The results were not what Leadbeater was expecting.

"We were quite surprised because we found that even though the urban areas are somewhere that you would think of as a kind of concrete jungle — and we were really looking in the very centre of London, so it is very concrete — we found that the bees were actually finding it easier to find food there than they were in the agricultural land," said Leadbeater.

She points to urban gardens and parks, which often have a variety of flowers that bloom year-round, as being hotspots for the bees. However, in agricultural areas, where only one type of crop dominates a large area, bees may not be able to find food as easily.
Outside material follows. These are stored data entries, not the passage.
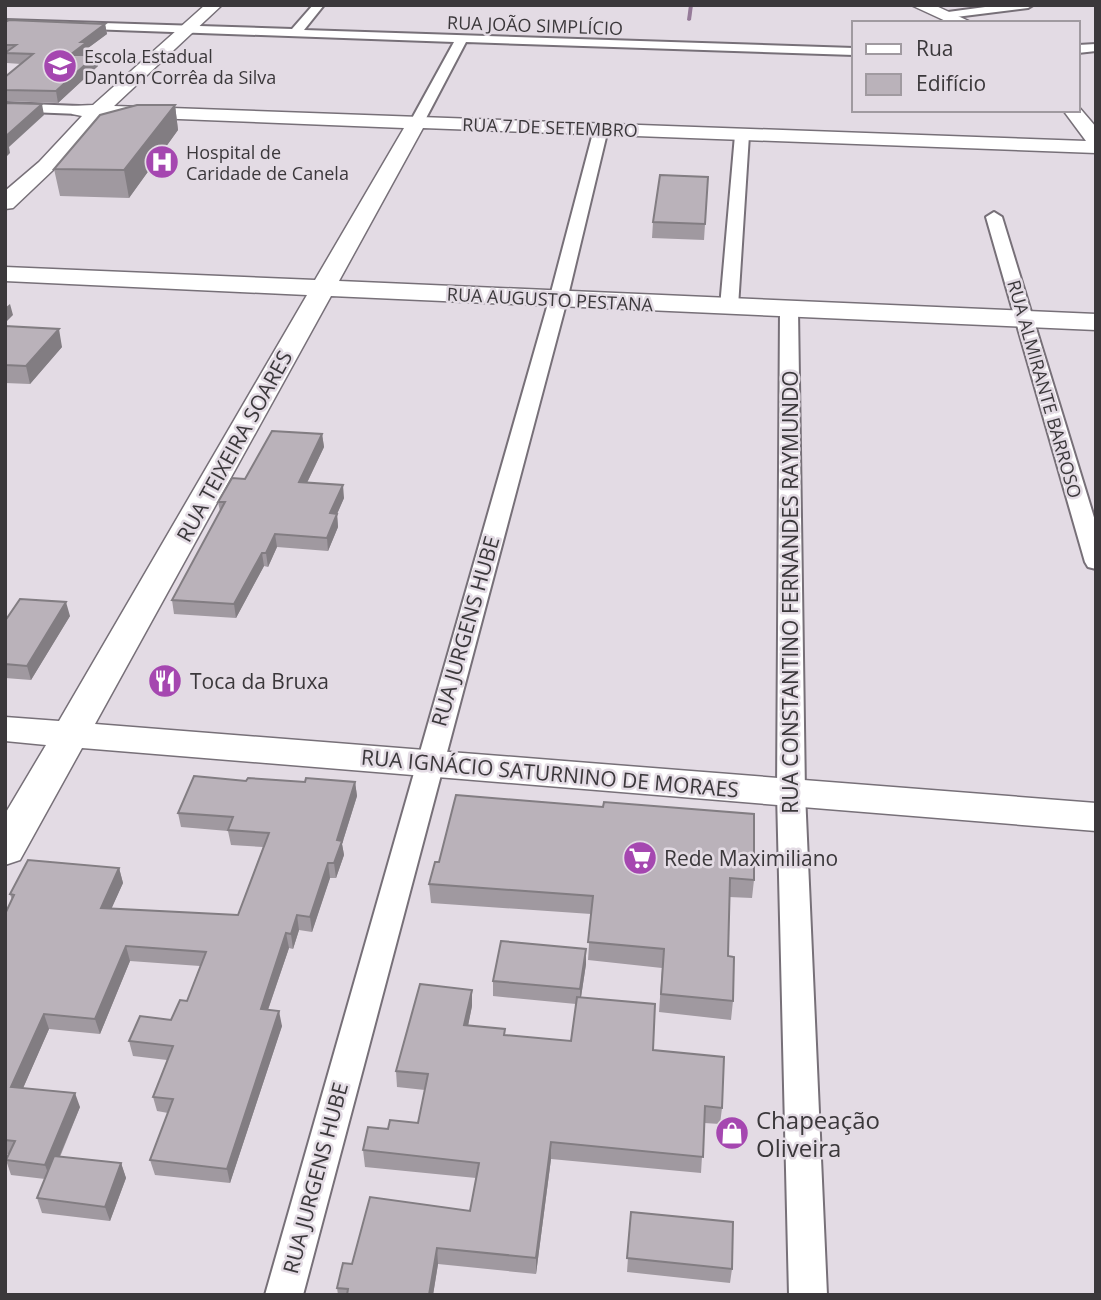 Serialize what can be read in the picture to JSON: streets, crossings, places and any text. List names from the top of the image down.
{
  "streets": {
    "street": [
      "RUA JOÃO SIMPLÍCIO",
      "RUA 7 DE SETEMBRO",
      "RUA AUGUSTO PESTANA",
      "RUA ALMIRANTE BARROSO",
      "RUA TEIXEIRA SOARES",
      "RUA CONSTANTINO FERNANDES RAYMUNDO",
      "RUA JURGENS HUBE",
      "RUA IGNÁCIO SATURNINO DE MORAES"
    ]
  },
  "crossings": [
    ["RUA JOÃO SIMPLÍCIO", "RUA TEIXEIRA SOARES"],
    ["RUA 7 DE SETEMBRO", "RUA TEIXEIRA SOARES"],
    ["RUA 7 DE SETEMBRO", "RUA JURGENS HUBE"],
    ["RUA AUGUSTO PESTANA", "RUA ALMIRANTE BARROSO"],
    ["RUA AUGUSTO PESTANA", "RUA TEIXEIRA SOARES"],
    ["RUA AUGUSTO PESTANA", "RUA CONSTANTINO FERNANDES RAYMUNDO"],
    ["RUA AUGUSTO PESTANA", "RUA JURGENS HUBE"],
    ["RUA TEIXEIRA SOARES", "RUA IGNÁCIO SATURNINO DE MORAES"],
    ["RUA CONSTANTINO FERNANDES RAYMUNDO", "RUA IGNÁCIO SATURNINO DE MORAES"],
    ["RUA JURGENS HUBE", "RUA IGNÁCIO SATURNINO DE MORAES"]
  ],
  "places": {
    "school or university": ["Escola Estadual Danton Corrêa da Silva"],
    "hospital": ["Hospital de Caridade de Canela"],
    "restaurant": ["Toca da Bruxa"],
    "supermarket": ["Rede Maximiliano"],
    "shop": ["Chapeação Oliveira"]
  },
  "legend": ["Rua", "Edifício"]
} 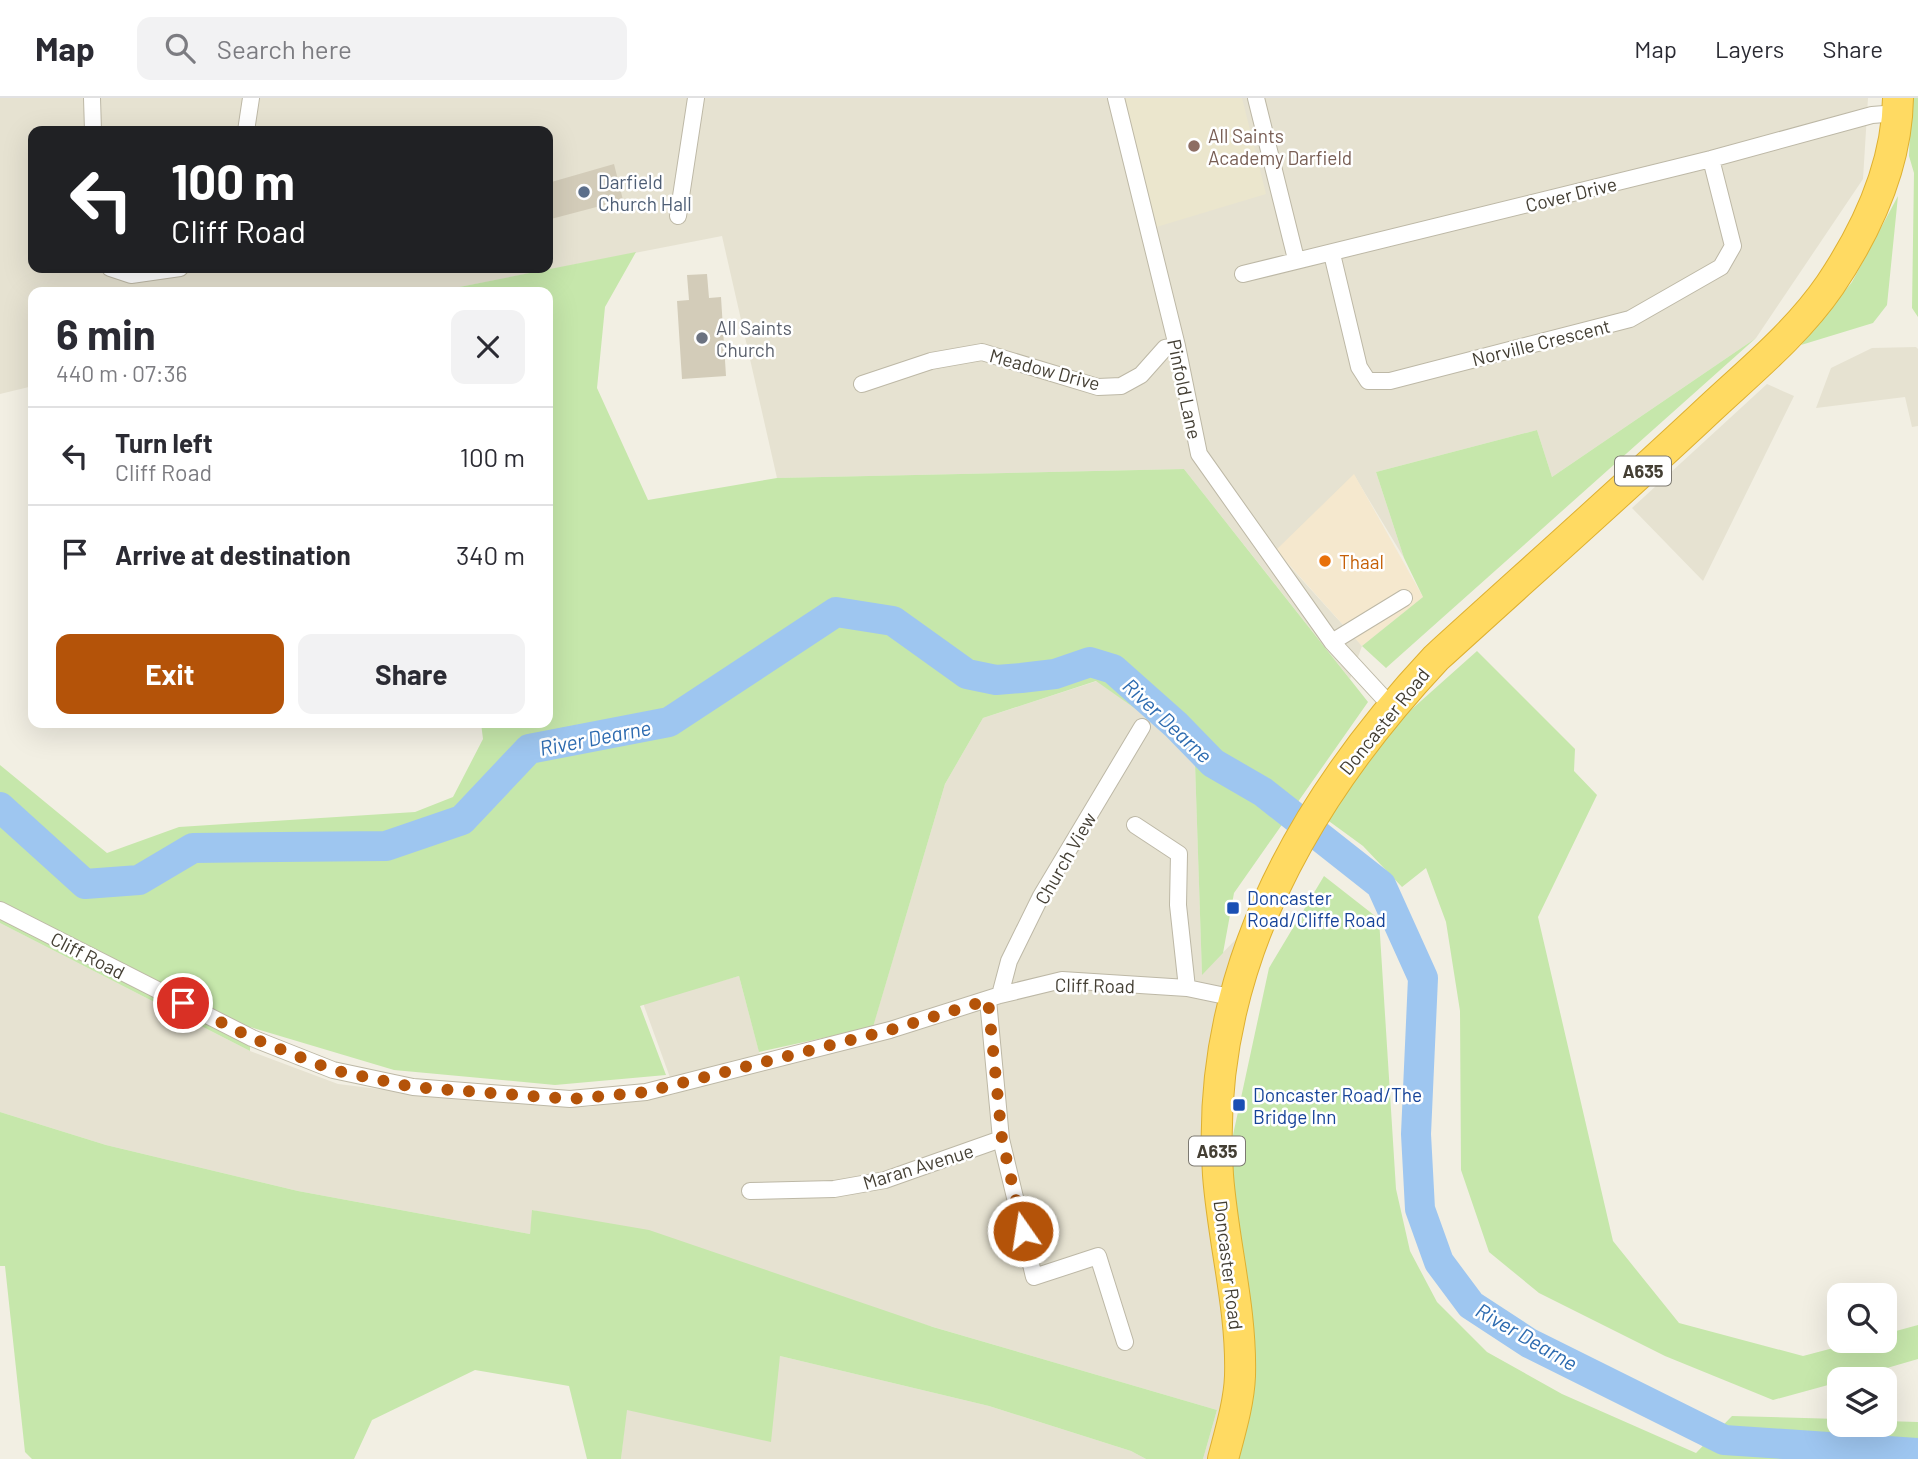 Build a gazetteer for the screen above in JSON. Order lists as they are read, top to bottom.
{
  "streets": {
    "highway": ["A635", "Doncaster Road"],
    "street": [
      "Cover Drive",
      "Norville Crescent",
      "Meadow Drive",
      "Pinfold Lane",
      "Church View",
      "Cliff Road",
      "Maran Avenue"
    ]
  },
  "crossings": [
    ["Cover Drive", "Norville Crescent"],
    ["Cover Drive", "Doncaster Road"],
    ["Meadow Drive", "Pinfold Lane"],
    ["Pinfold Lane", "Doncaster Road"],
    ["Doncaster Road", "Cliff Road"],
    ["Church View", "Cliff Road"]
  ],
  "water": ["River Dearne"],
  "places": {
    "other": [
      "All Saints Academy Darfield",
      "Darfield Church Hall",
      "All Saints Church",
      "Thaal"
    ],
    "transit": ["Doncaster Road/Cliffe Road", "Doncaster Road/The Bridge Inn"]
  },
  "page": {
    "header": "Map",
    "search": "Search here",
    "nav": ["Map", "Layers", "Share"],
    "turn": ["100 m", "Cliff Road"],
    "heading": ["6 min", "440 m · 07:36"],
    "list": [
      {
        "name": "Turn left",
        "note": "Cliff Road",
        "value": "100 m"
      },
      {
        "name": "Arrive at destination",
        "value": "340 m"
      }
    ],
    "buttons": ["Exit", "Share"]
  }
}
"Those crops are only there for a small amount of time and then they're gone. So it's a bit of a boom and bust scenario. We don't have the kind of diversity of forage that that we used to have, where we would have wildflowers, we'd have flowering hedgerows," said Leadbeater. "Bees need weeds. They need those flowers. They're a really important source of forage for them."

Beekeeper and Chairman of The London Beekeepers Association John Chapple installs a new bee hive on an urban rooftop garden in London, England. Rooftop gardens such as this are helping urban bees amidst the 'concrete jungle' of a big city. (Dan Kitwood/Getty Images)

Her goal with this research was to understand the challenges bees are facing in different ecosystems.

"The aim behind this study was really to kind of use honeybees as a tool for surveying the landscape for other social bees, such as bumblebees, which often visit the same type of flowers as honeybees. We can say this is probably generally true for bumblebees as well, and those wild bees are the ones that we're looking to protect."

The solution, suggests Leadbeater, is encouraging farmers to allow a diversity of flowering plants around the edges of their fields.

"We've seen that gardens, which are very diverse and varied, are really good for bees, and we could look at trying to turn the countryside into something that's a little bit more similar to them," she said.